[Extracted records — start]
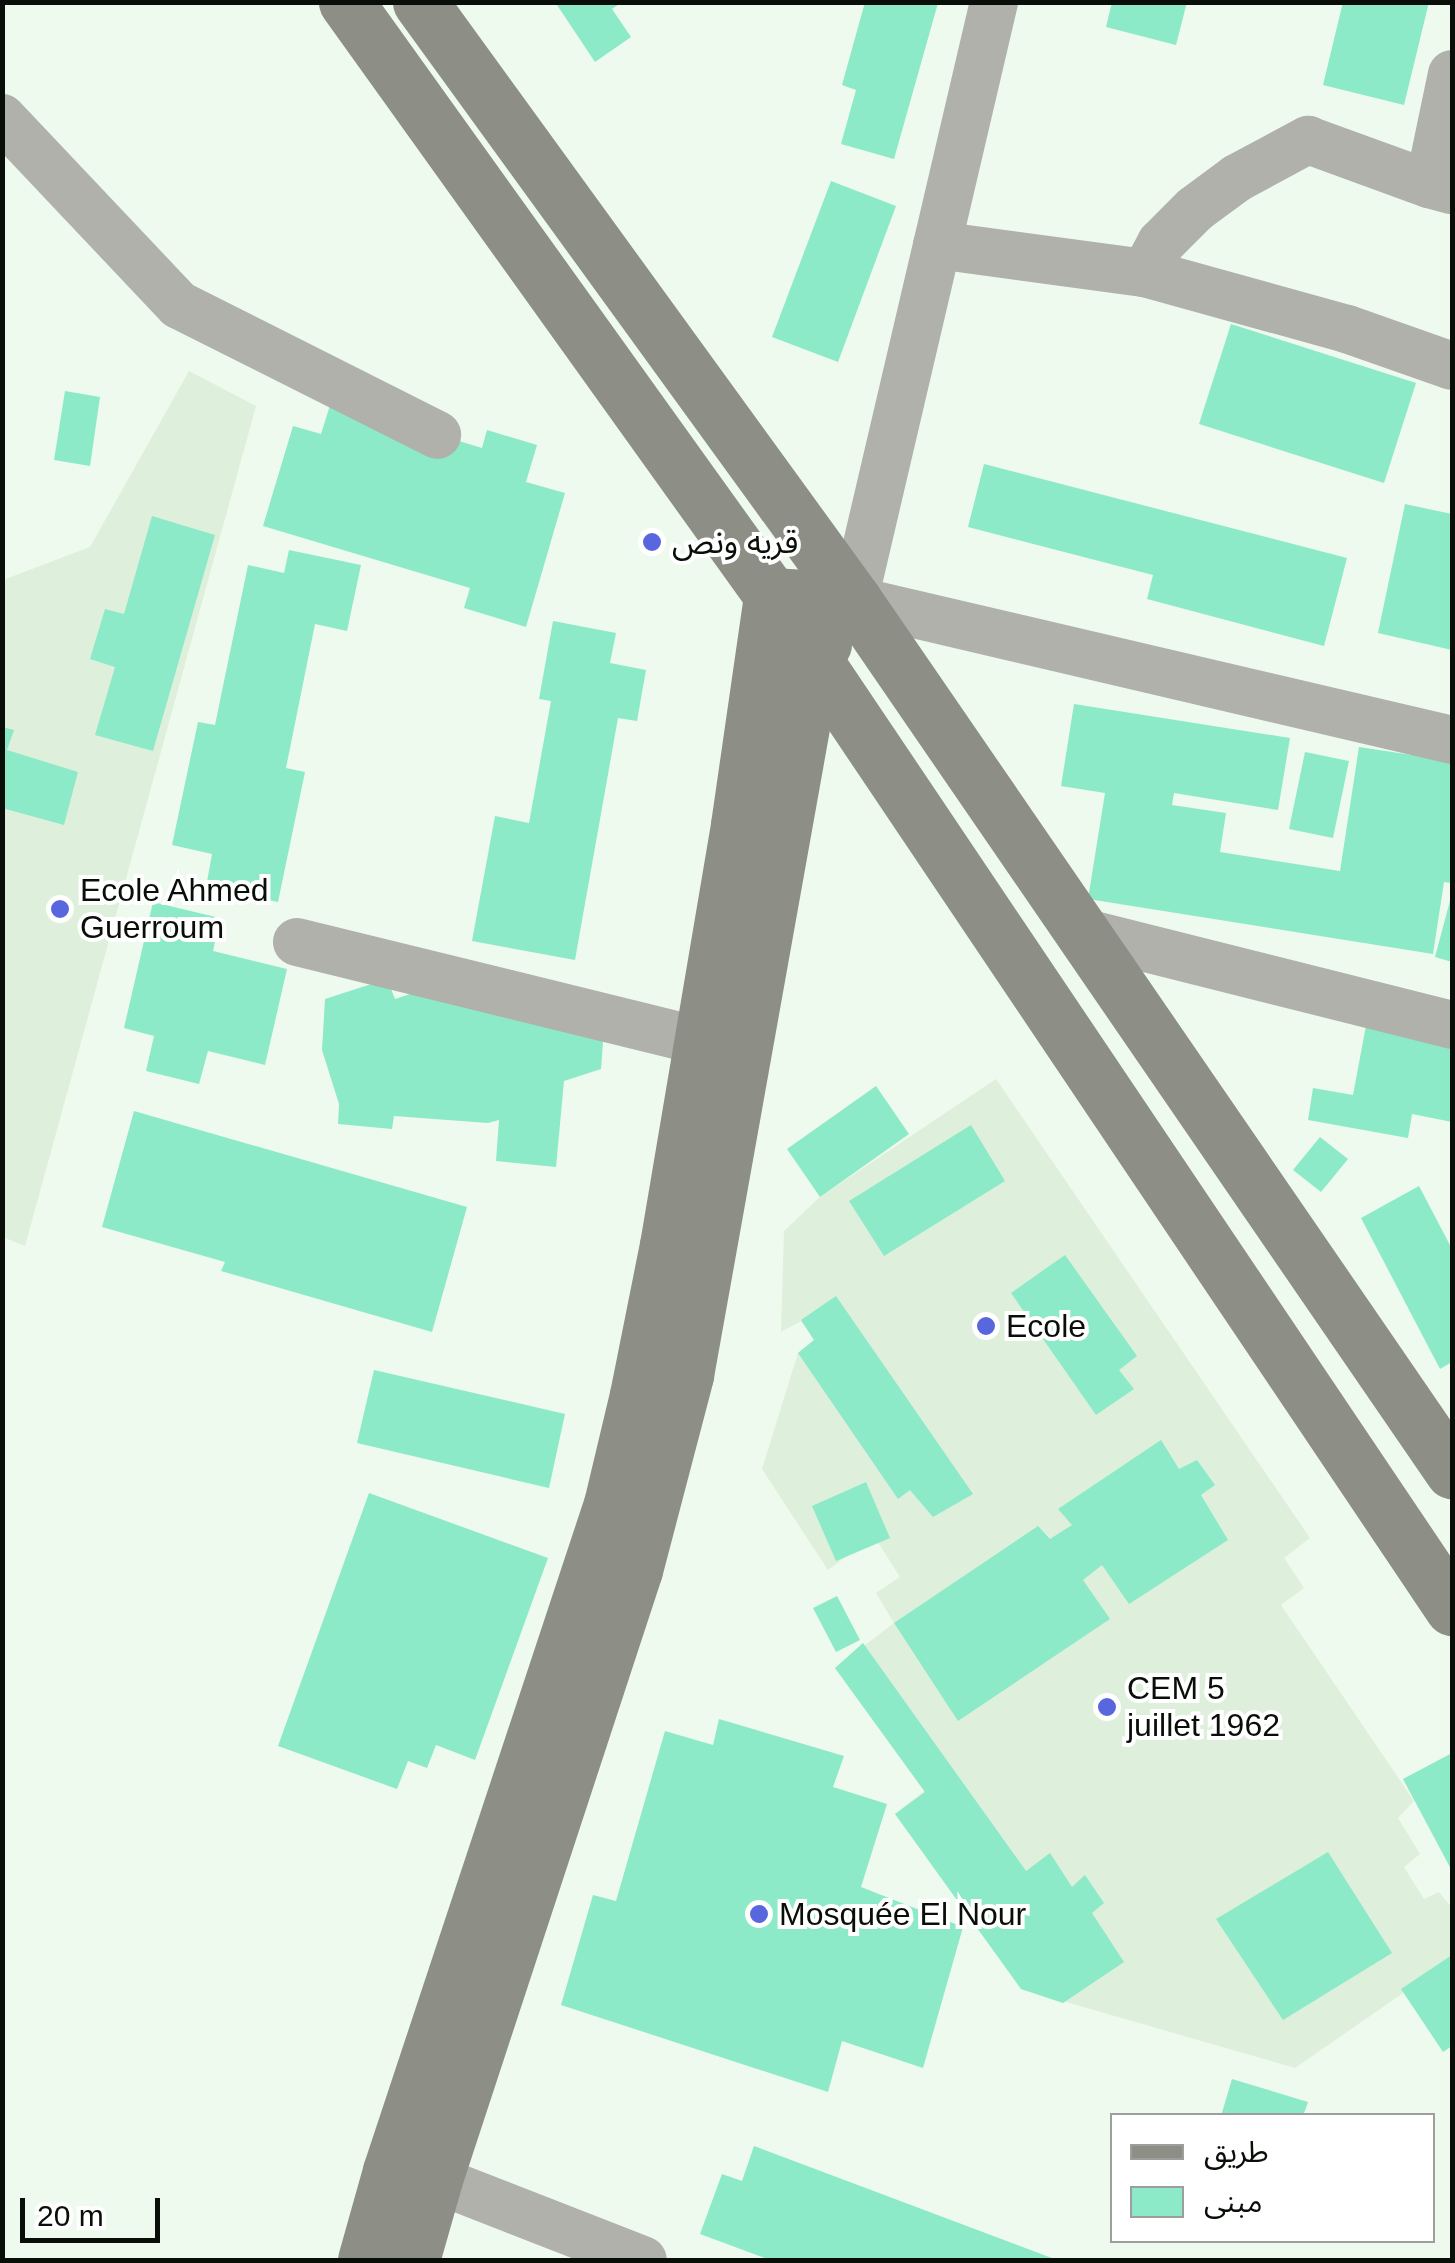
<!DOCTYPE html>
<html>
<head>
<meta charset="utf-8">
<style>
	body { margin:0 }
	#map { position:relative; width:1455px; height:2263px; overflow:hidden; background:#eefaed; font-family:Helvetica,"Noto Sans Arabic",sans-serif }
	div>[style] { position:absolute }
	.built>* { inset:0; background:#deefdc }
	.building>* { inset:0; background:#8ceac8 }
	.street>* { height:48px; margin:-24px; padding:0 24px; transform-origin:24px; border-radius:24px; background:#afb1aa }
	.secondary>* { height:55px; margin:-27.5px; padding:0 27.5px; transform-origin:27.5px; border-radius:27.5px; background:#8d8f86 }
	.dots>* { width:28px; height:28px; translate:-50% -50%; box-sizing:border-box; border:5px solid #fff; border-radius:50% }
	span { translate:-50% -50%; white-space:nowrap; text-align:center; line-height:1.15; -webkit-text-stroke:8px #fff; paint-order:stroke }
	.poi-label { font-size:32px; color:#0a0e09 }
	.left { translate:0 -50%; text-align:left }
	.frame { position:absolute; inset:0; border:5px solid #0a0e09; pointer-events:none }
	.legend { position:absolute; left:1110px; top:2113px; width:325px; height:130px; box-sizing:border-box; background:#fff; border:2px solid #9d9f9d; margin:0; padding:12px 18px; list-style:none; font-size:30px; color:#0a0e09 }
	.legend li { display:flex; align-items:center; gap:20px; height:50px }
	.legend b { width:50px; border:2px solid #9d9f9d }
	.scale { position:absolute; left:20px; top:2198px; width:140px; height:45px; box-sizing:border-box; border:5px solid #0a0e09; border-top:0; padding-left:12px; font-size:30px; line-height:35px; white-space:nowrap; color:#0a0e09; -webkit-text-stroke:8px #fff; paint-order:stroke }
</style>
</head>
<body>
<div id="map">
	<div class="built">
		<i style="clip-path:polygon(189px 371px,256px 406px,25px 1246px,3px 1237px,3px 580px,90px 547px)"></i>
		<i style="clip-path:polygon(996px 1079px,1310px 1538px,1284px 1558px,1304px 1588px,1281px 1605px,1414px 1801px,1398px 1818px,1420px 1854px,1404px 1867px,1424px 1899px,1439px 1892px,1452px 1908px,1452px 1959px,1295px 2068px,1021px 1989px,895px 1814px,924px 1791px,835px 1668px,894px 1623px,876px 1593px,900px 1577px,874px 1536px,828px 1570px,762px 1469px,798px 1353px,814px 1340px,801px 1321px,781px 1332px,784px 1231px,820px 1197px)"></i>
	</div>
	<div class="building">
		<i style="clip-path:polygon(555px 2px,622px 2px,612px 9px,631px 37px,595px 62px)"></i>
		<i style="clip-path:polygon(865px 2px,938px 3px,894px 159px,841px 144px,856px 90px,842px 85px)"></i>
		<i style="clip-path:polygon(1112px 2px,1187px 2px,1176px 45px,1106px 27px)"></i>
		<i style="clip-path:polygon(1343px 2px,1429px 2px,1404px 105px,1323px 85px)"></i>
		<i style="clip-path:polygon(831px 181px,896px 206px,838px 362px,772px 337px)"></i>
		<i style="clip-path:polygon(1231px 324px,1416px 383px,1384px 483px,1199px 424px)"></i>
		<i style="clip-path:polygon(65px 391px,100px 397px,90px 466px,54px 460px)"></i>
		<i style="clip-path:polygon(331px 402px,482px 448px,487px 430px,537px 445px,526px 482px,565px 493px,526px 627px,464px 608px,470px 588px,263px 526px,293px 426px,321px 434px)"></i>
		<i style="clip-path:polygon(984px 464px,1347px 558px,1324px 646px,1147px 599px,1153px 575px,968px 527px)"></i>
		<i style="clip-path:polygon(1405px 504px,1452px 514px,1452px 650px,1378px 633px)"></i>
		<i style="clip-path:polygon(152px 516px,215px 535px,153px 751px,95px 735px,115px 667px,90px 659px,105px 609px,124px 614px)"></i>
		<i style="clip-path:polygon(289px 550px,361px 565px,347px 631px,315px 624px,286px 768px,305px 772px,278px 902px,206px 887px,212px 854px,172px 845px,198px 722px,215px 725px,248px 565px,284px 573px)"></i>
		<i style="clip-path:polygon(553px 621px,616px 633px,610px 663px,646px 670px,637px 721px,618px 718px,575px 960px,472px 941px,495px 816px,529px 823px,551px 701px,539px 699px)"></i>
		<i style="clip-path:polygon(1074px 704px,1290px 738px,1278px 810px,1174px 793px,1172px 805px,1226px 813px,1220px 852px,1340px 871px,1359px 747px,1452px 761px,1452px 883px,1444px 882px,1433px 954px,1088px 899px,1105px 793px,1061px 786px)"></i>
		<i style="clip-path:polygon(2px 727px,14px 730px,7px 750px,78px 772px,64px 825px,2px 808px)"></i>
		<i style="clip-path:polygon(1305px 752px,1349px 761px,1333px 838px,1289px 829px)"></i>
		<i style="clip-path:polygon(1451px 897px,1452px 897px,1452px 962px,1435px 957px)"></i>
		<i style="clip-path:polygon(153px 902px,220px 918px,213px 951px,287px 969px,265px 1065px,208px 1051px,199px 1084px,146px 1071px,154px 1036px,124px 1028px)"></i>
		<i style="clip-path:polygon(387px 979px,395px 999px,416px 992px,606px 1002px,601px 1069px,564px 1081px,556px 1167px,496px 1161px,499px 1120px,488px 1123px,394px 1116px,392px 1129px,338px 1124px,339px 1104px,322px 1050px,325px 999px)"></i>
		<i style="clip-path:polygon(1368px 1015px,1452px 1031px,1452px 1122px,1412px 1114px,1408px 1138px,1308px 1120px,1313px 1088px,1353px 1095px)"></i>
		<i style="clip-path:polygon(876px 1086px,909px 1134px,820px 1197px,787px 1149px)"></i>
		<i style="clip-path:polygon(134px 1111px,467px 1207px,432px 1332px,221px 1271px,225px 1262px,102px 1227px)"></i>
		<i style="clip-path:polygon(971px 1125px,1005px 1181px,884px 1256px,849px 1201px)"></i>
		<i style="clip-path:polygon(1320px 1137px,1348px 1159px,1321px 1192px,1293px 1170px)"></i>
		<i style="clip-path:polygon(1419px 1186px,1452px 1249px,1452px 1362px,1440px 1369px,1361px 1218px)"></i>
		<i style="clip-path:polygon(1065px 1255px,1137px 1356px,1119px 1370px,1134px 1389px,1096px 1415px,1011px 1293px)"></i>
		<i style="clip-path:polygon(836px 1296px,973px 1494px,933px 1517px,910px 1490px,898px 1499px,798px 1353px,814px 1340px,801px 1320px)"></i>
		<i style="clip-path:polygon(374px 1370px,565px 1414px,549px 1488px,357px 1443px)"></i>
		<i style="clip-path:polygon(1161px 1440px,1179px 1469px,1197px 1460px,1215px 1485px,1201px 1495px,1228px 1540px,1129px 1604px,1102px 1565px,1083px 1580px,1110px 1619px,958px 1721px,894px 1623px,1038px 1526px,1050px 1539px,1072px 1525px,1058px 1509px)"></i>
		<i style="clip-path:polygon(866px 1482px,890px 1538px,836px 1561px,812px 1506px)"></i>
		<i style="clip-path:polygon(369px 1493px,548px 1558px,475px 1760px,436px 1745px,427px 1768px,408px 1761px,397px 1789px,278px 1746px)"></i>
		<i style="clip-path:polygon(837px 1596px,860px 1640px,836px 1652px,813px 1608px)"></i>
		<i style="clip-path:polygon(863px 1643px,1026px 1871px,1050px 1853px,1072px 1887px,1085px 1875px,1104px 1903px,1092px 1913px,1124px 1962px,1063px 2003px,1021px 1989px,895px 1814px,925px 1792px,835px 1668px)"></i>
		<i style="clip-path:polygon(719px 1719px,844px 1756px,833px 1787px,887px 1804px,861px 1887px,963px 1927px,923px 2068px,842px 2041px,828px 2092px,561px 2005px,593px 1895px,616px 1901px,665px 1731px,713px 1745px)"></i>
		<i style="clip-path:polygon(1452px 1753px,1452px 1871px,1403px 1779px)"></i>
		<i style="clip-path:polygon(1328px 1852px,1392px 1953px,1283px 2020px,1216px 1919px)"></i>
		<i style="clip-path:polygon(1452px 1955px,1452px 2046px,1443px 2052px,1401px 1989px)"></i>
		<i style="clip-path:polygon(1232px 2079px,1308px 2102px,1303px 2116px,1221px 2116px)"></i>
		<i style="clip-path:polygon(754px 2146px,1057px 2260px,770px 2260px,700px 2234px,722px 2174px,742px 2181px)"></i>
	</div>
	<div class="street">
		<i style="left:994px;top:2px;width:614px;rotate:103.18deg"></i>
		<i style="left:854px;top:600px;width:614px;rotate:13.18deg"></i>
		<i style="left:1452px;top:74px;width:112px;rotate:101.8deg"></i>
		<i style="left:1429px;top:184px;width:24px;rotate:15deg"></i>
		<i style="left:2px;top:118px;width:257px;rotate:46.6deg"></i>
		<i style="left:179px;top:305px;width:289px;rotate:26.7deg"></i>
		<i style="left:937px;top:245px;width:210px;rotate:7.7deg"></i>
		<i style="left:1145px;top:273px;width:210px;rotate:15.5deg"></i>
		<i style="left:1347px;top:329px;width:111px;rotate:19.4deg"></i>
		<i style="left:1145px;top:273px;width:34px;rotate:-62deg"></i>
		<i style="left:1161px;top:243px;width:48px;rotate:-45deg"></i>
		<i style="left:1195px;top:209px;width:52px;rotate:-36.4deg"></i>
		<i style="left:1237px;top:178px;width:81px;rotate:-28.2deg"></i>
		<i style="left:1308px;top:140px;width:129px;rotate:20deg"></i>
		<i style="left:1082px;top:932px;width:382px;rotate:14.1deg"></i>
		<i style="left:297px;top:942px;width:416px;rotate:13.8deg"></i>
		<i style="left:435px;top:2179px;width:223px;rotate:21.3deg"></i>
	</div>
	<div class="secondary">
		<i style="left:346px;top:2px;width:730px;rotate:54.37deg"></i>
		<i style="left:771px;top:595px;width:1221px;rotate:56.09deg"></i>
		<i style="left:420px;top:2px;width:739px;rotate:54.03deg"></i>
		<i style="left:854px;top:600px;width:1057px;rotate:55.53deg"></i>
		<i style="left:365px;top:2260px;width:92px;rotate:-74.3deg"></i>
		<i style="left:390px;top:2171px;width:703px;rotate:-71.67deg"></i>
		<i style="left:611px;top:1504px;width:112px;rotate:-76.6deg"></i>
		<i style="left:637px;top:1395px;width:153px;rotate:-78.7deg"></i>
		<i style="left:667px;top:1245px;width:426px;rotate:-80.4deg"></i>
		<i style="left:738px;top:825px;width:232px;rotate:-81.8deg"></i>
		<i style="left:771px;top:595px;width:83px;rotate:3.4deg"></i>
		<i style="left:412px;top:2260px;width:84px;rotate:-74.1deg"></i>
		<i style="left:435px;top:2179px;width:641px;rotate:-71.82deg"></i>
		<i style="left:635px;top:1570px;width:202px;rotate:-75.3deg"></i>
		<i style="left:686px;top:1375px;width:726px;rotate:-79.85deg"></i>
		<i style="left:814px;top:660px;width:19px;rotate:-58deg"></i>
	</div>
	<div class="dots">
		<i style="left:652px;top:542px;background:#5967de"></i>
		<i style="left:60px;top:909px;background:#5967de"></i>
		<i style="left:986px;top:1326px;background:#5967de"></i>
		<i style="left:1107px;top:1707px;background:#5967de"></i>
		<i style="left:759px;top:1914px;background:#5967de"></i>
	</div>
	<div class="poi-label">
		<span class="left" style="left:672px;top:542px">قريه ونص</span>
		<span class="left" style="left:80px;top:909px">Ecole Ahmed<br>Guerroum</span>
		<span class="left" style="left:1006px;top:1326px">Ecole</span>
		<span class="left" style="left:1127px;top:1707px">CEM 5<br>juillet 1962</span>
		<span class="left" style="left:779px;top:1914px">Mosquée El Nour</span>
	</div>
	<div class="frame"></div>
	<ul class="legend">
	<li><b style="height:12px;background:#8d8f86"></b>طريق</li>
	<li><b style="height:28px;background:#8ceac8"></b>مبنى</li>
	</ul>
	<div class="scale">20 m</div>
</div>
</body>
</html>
[Extracted records — finish]
About this exercise
Count each line of the material that includes the string "label", then give only the total.

Your response
2